My Goodness, my Guinness
I received a guest post submission from The Blocked Dwarf yesterday.
He added in his cover note that I might not want to publish it, and seeing the topic, I can understand why he might think I might be reluctant.. However, anything goes here so I have no problems with that.
However, I have diametrically opposite views, so the though crossed my mind to publish his piece and then follow it up with my own viewpoint. Two birds with one stone as it were?
The Blocked Dwarf….
Since the UK Smoking Verbot I make an effort not to unnecessarily patronise those Quisling businesses
that didn’t fight against the ban. I mean places like Pubs, restaurants, cafes…and churches.
But a trapped nerve at C2 means me shaving my own head (‘if yer lawn is patchy-mow it!’) requires amounts
Ibruprofen that will burn holes in my stomach even with ranitidine.
So this morning I was at the barbers and whilst my loaf was being cut-throated (yes my barber will still do
a cutthroat shave, council and insurance regs be damned) Radio BBC Sheep Worrier was playing music to
plant sugarbeet to. Then came the news that Martin McGuinness had died.
Now you have keep in mind that , after having experienced the Orange Order up close and unfriendly in
in the 80s, I was a card carrying member of Cairde Sinn Féin who made a point of wearing his ‘IRA Undefeated Army’ T-shirt on Wemembrance Sunday and playing ‘Rifles’ at max volume during The Silence (yes, how very mature
of me I know but you try being married to a German in ‘traditionally tolerant’ Britain).
So I thought it best to keep my mouth shut whilst those in the barbers rejoiced at McG’s passing.
Never start an argument when someone has a cut throat to your head.
But I was shocked, even knowing full well how Brits can be when dancing on the graves of their enemies.
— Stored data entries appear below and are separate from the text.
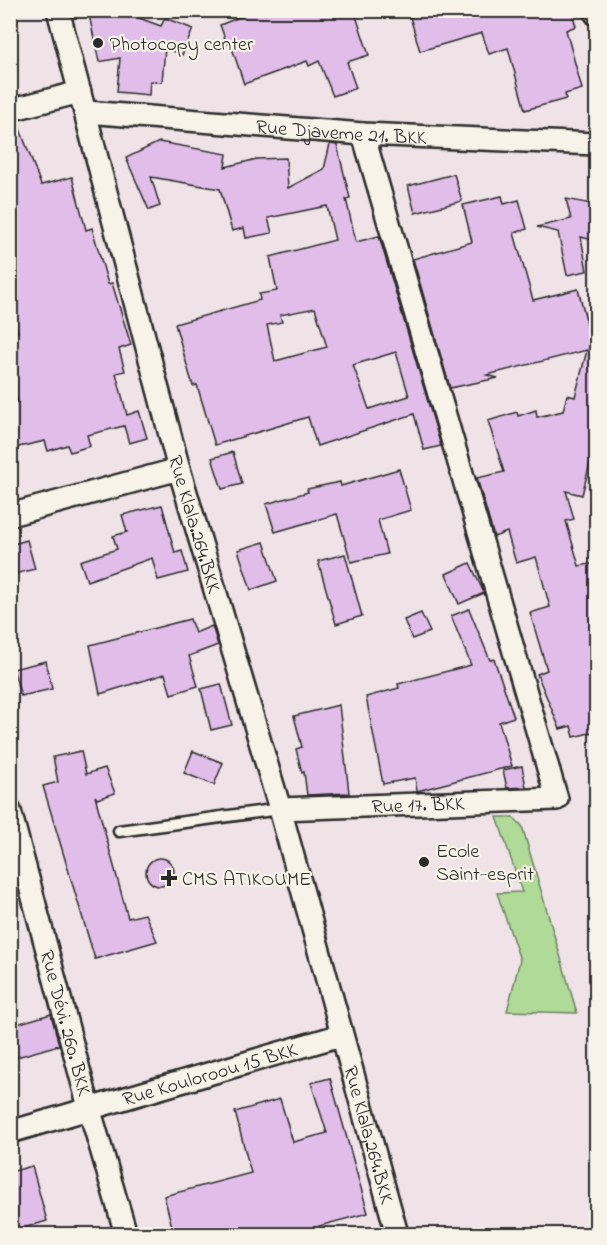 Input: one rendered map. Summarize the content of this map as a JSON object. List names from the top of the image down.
{
  "streets": {
    "street": [
      "Rue Djaveme 21. BKK",
      "Rue Klala.264.BKK",
      "Rue 17. BKK",
      "Rue Dévi. 260. BKK",
      "Rue Kouloroou 15 BKK",
      "Rue Klala,264.BKK"
    ]
  },
  "crossings": [
    ["Rue Djaveme 21. BKK", "Rue Klala.264.BKK"],
    ["Rue Djaveme 21. BKK", "Rue 17. BKK"],
    ["Rue Klala.264.BKK", "Rue 17. BKK"],
    ["Rue Klala.264.BKK", "Rue Kouloroou 15 BKK"],
    ["Rue Klala.264.BKK", "Rue Klala,264.BKK"],
    ["Rue Dévi. 260. BKK", "Rue Kouloroou 15 BKK"],
    ["Rue Kouloroou 15 BKK", "Rue Klala,264.BKK"]
  ],
  "places": {
    "other": ["Photocopy center", "Ecole Saint-esprit"],
    "health": ["CMS ATIKOUME"]
  }
}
More than once I was close to putting one of the little islanders down with a remark about that former
murdering terrorist scumbag Mandela.
But even more than that what I wanted to say was: ‘Blessed are the peacemakers’. Whatever evil McGuinness and Adams did in the name of Freedom will be forgotten, will be outweighed by The Good.’
I still hope to see Gerry inaugurated as Taoiseach of ALL Ireland…that would serve the bloody bog trotting
taigs right and royally piss off the barber’s chair wannabe Paisleys.
Grandad….
I am what might be classed as Irish, and as such should be all in favour of fighting for a united country. Or at least this is the perception of a lot of non-Irish. It may surprise a lot of those self same non-Irish to hear that the vast majority [including myself] were totally opposed to the IRA and their ilk.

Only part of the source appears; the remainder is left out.